Hare Krishna visit stirs controversy
A "cultural exhibition" hosted by Alpha Theta coed fraternity last Friday night raised concern among some members of the administration.
The exhibition, which primarily involved a presentation by members of the Hare Krishna temple of Boston, was attended by approximately 80 students, according to Samson Popowitz '97, Alpha Theta's president.
The program began with a the presentation, followed by a concert by a Hare Krishna punk-rock band, Gandiva. The group also spent the night at Alpha Theta and left Saturday morning.
However, some administrators felt the reputation of groups such as the Hare Krishnas warranted concern.
"They look for members who are vulnerable and convince them that their way of life is the only one," said Linda Kennedy, Programming Coordinator at the Student Activities Office. "It is far different talking to someone at an airport and to spend 24 hours with them."
In an electronic mail message forwarded to The Dartmouth by Popowitz, Kennedy wrote: "The type of visit you have planned sounds entirely pro-Hare Krishna and I have extremely grave reservations about the danger for students. What is advertised is essentially an immersion program."
Kennedy said her reservations were based on previous knowledge of "immersion" efforts at other colleges. "All colleges have had experiences with groups like the Hare Krishnas. Some people call them a cult, so we wanted to be careful ... in the 70s, this was serious stuff," Kennedy said.
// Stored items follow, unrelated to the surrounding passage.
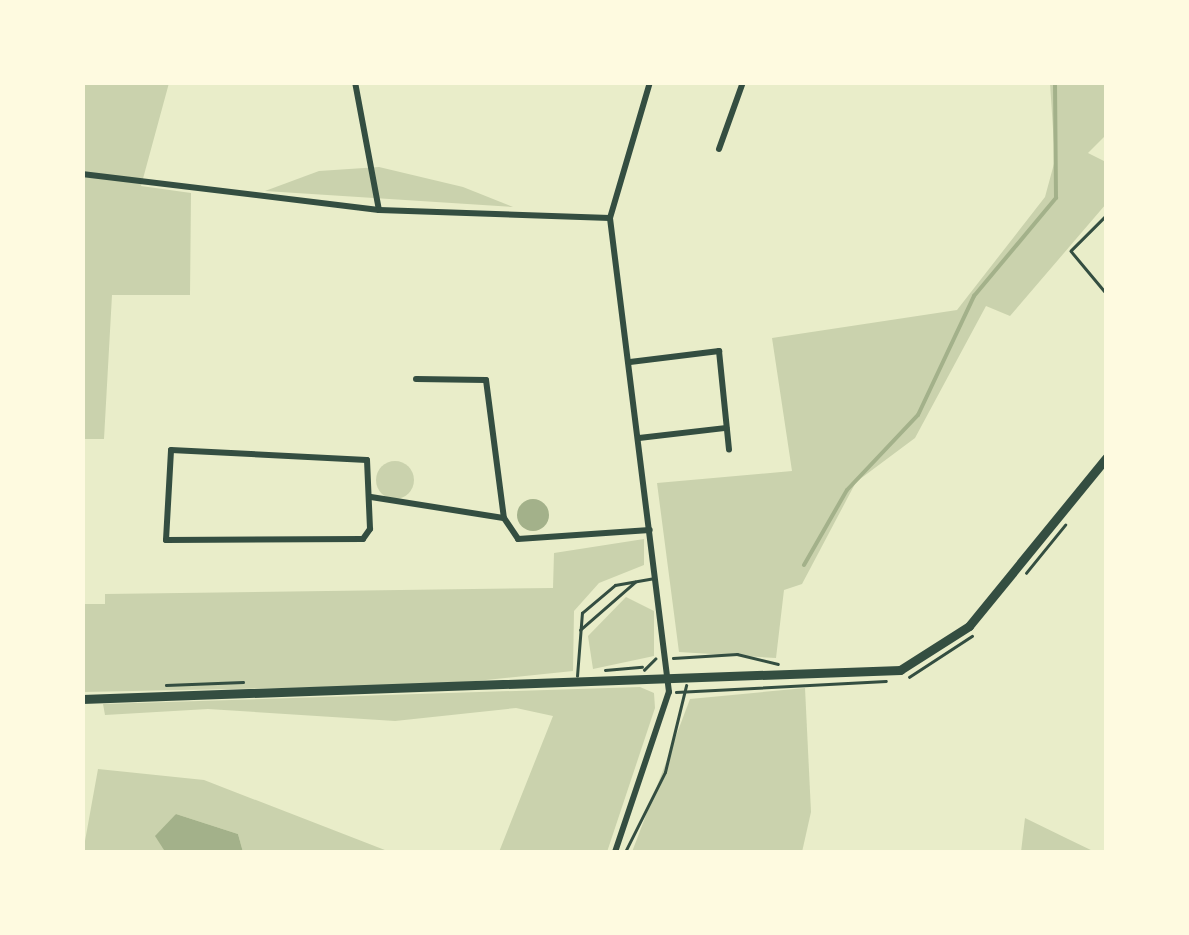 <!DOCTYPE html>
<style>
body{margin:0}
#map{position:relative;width:1189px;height:935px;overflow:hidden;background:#e9edc9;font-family:"DM Sans",sans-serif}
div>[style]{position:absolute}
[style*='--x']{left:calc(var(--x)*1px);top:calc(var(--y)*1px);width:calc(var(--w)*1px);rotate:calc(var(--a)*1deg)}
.green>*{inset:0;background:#cad2ad}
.round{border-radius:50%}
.water>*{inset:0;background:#a3b18a}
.stream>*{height:4px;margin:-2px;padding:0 2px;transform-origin:2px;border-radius:2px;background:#a3b18a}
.path>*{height:2.5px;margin:-1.25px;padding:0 1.25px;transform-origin:1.25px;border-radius:1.25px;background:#344e41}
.service>*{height:2.5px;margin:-1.25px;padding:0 1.25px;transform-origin:1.25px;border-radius:1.25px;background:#344e41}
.minor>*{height:6px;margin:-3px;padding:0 3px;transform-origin:3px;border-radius:3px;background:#344e41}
.secondary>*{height:9px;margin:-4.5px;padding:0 4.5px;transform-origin:4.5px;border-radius:4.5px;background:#344e41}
span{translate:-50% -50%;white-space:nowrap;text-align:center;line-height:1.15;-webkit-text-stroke:8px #fefae0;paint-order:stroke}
.frame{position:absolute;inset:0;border:85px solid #fefae0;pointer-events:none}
</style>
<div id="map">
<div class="green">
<i style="clip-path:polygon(83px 83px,169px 83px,141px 186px,191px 193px,190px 295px,112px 295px,104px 439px,83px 439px)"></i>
<i style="clip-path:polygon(1050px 83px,1106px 83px,1106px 135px,1088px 153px,1106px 162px,1106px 204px,1010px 316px,986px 306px,915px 438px,856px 482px,802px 584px,784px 590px,776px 658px,679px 652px,657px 483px,792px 471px,772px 338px,957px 310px,1045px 197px,1055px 160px)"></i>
<i style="clip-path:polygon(379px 167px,463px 187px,513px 207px,265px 191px,319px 171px)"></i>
<i class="round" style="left:376px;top:461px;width:38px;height:38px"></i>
<i style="clip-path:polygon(644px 539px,644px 565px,599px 583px,574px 611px,573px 671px,437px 685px,83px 692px,83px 604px,105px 604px,105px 594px,553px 588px,554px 553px)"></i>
<i style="clip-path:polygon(626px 597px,654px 611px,654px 656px,593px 669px,588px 636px)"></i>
<i style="clip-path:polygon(640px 687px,654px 693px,655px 708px,607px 852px,499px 852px,553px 716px,516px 708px,395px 721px,208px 709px,105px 715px,103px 704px)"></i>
<i style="clip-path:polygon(805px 688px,811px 812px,802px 852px,632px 852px,690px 699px)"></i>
<i style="clip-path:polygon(98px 769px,204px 780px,390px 852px,243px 852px,238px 834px,176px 814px,164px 850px,173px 852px,83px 852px)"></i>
<i style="clip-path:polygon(1025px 818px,1068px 839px,1095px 852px,1021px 852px)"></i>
</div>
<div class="water">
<i class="round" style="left:517px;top:499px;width:32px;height:32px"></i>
<i style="clip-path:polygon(176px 814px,238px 834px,243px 852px,164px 850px,155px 836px)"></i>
</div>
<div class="stream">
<i style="--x:804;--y:565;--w:86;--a:-60.2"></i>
<i style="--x:847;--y:490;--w:103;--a:-46.6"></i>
<i style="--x:918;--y:415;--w:132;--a:-64.8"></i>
<i style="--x:974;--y:296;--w:128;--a:-50.1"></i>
<i style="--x:1056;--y:198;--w:116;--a:-90.5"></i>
</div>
<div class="path">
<i style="--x:1026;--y:573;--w:62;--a:-50.9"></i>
<i style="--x:673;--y:658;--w:64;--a:-3.6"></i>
<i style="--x:737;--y:654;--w:42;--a:13.7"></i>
<i style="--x:605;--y:670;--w:37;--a:-5"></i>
<i style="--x:644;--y:670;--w:16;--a:-45"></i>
<i style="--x:909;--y:677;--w:75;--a:-33.1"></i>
<i style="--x:166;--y:685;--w:77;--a:-2.2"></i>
<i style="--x:676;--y:692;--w:210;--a:-3"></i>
<i style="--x:625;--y:852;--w:89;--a:-63.4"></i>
<i style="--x:665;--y:772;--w:89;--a:-76.3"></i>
</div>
<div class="service">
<i style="--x:1106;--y:216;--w:49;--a:135"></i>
<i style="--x:1071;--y:251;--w:55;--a:50.2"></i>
<i style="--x:580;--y:630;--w:73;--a:-41.1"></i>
<i style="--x:577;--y:676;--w:63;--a:-85.5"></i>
<i style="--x:582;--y:613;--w:43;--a:-40.3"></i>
<i style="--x:615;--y:585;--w:40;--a:-10"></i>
</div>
<div class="minor">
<i style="--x:355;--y:82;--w:130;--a:79.4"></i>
<i style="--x:719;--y:149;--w:71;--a:-70.3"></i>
<i style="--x:82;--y:174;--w:299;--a:6.9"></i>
<i style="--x:379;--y:210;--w:231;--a:2"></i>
<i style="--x:630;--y:362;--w:90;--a:-7"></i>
<i style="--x:719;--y:351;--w:99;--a:84.2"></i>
<i style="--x:416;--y:379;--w:70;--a:0.8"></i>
<i style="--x:486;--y:380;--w:139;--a:82.6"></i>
<i style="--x:504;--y:518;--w:25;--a:56"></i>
<i style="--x:518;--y:539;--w:132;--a:-3.9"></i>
<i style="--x:639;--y:438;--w:88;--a:-6.6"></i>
<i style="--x:171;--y:450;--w:196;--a:2.9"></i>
<i style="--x:367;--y:460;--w:69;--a:87.5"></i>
<i style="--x:370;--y:529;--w:12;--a:125"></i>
<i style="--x:363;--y:539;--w:197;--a:179.7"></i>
<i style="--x:166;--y:540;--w:90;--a:-86.8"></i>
<i style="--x:371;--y:497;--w:134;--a:9"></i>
<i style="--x:615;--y:852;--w:169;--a:-71.4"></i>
<i style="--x:669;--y:692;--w:478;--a:-97.1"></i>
<i style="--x:610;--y:218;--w:142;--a:-73.6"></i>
</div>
<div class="secondary">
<i style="--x:82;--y:699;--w:819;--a:-2.03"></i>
<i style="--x:900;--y:670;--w:82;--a:-32.5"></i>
<i style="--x:969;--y:626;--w:217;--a:-50.8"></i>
</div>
<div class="frame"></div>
</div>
Kennedy learned about the incident when Alpha Theta's programming chair, Audra Rudys '95, requested that she post an e-mail bulletin about the program. Kennedy then voiced her concerns about the event to Dean of Residential Life, Mary Turco.
Turco could not be reached for comment.
According to Popowitz, College Chaplain Gwendolyn King also expressed concern over the Hare Krishna visit. However, King refused to comment on the situation, stating only that "I did what I needed to. I spoke to the people at Alpha Theta."
Popowitz said that King informed him the Hare Krishnas had an "irreputable past" and that the house should be wary of any conversion efforts.
The house took the administration's precautions and circulated Kennedy's warning message to all students in attendance, Popowitz said. "I explained to them beforehand that they were not to try to get members here, and merely try to inform the students ... there was no way that they had any 'enchanting, seductive' power over us," Popowitz wrote in an e-mail message.
Many students in attendance also said they felt the presentation by the group was constructive as it sparked debate between the students and members of the Hare Krishnas. "Some people found it extremely fun to argue with them and point out flaws in their theology," Popowitz said.
"I think the students who attended genuinely wanted to know more about a different set of beliefs and a different type of life-style," David Weinberg '96, one of the members of the audience, said.
"There was nothing forceful about their presence," Ashish Kapoor '97 said. "They were just trying to educate people and the audience response ranged from serious to completely facetious."
"Most people were waiting for the band, anyway," Kapoor said.